The operation processing unit 151 receives the position signals of the first support 110 and the second support 120 from the position measurement sensor unit 170, and performs short-range wireless communication through the wireless communication unit 152 as a support position signal. It is transmitted to the external monitoring device 10 by using or transmitted to the external monitoring device 10 via the patient terminal 200 .

The actuator driving unit 177 drives the actuator 140 according to the actuator driving signal.

The position measuring sensor unit 170 includes position measuring sensors mounted on the first support 110 and the second support 120 , and measures the positions of the first support 110 and the second support 120 . and transmits it to the calculation processing unit 151 .

In other words, according to the present invention, the first support 110 is mounted on one side of the cut limb bones to be regenerated using the fixing hole 111a of the first support fixing part 111, and the second support fixing part 121 is used. ), the second support 120 is mounted on the other side of the cut limb bones using the fixing hole 121a. Afterwards, when the driving instruction signal for instructing the medical professional to drive the actuator 140 is input to the main controller 11 using the key input unit 17 or the remote control unit 20 of the external monitoring device 10 located outside, , the main controller 11 generates an actuator control signal according to the driving instruction signal and transmits it to the extremity extension apparatus 100 .

The operation processing unit 151 of the extensor bone extension apparatus 100 receives the actuator control signal and generates an actuator driving signal according to the received actuator control signal to drive the actuator 140 . Accordingly, a rotation operation corresponding to the actuator driving signal is performed in the actuator 140 , and an interval between the first support body 110 and the second support body 120 is adjusted by this rotation operation. Accordingly, one of the cut limb bones to which the first supporter 110 is mounted and the other one of the cut limb bones to which the second supporter 120 is mounted can be spaced apart or coupled with a predetermined interval.

In addition, the operation processing unit 151 transmits the actuator driving state signal, the separation state signal between the cutting units, the support position signal, and the power state signal wirelessly to the external monitoring device 10 according to the driving of the actuator 140 .

The main control unit 11 of the external monitoring device 10 outputs the actuator driving state signal, the separation state signal between the cutting units, the support position signal, and the power state signal to the display unit 13, but in the text output mode, numerical values and output as video in case of video output mode.

In particular, in the case of the image output mode, the display unit 13 outputs an X-ray image of the patient's excised limb bone, and on the output X-ray image, at the mounting portion of the extremity extension apparatus 100 , the extremity An image of the bone extension device is output, and an image in which the limb bone and the second support, on which the second support is mounted, are moved, is output on the image according to the support position signal and the separation state signal between the cut parts.

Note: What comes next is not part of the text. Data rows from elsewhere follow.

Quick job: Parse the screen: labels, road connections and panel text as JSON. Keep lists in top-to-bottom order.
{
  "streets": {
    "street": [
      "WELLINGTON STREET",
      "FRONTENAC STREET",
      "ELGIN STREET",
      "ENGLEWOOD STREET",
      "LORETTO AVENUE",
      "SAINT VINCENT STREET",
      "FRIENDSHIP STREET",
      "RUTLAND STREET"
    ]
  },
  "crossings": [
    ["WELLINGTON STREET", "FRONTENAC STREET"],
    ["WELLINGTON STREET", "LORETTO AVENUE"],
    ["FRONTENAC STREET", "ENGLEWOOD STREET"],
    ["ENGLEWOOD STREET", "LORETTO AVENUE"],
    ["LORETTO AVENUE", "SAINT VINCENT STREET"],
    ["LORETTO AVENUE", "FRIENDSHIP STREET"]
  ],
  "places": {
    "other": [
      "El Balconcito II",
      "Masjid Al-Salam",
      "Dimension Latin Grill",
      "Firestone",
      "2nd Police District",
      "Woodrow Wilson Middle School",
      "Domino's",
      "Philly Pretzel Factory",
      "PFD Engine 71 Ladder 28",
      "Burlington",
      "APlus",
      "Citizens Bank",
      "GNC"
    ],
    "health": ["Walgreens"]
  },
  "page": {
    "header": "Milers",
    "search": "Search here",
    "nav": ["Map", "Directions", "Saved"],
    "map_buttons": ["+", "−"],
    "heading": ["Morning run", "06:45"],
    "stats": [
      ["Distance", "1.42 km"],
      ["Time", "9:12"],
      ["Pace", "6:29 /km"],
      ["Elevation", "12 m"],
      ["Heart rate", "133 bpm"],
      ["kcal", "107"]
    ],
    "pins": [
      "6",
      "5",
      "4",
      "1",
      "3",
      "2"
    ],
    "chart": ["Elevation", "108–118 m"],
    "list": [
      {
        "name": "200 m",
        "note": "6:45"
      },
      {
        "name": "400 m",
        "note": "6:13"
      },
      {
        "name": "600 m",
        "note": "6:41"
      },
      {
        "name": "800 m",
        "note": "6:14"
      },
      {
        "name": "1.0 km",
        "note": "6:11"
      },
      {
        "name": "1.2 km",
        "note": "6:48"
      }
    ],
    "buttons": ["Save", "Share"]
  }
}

In other words, once the extremity extension device 100 is mounted on the patient's amputated limb bones, the medical professional can then use the key input unit 17 or the remote control to extend the gap between the cuts, without the need for surgery again. If the control unit 20 is used to adjust the interval between the cut portions 107, that is, if the size of the interval 107 between the cut portions is set to increase by a predetermined distance during a predetermined time interval, the key input unit 17 or The remote control unit 20 is configured such that the driving instruction signal (ie, the actuator 140 is driven, the size of the interval 107 between the cutting units increases by a predetermined distance during a predetermined time interval) instructs the driving of the actuator 140 accordingly. signal) is input to the main control unit 11 . The main control unit 11 generates an actuator control signal according to the driving instruction signal and transmits it to the extremity extension apparatus 100 through the wireless communication unit 12 .

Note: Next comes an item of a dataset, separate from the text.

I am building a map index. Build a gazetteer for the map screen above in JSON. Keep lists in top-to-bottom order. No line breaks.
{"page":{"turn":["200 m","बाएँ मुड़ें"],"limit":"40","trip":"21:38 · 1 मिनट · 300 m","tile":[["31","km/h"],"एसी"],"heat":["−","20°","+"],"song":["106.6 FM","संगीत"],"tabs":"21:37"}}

The operation processing unit 151 of the extensor bone extension device 100 receives the actuator control signal from the external monitoring device 10 through the wireless communication unit 152, and generates an actuator drive signal according to the actuator control signal to generate the actuator 140. drive control. As the actuator 140 is driven, the interval between the cut portions 107, that is, the adjustment of the interval between the first support 110 and the second support 120 is increased, and the calculation processing unit 151 is operated from the actuator 140 to the actuator Receives the driving state signal of the actuator, generates a separation state signal between the cut parts calculated from the actuator's driving state signal, and receives the support position signal from the position measuring sensor unit 170 . In addition, the power state check unit (not shown) provided in the extensor bone extension apparatus 100 checks the power or battery and transmits the power state signal to the operation processing unit 151 .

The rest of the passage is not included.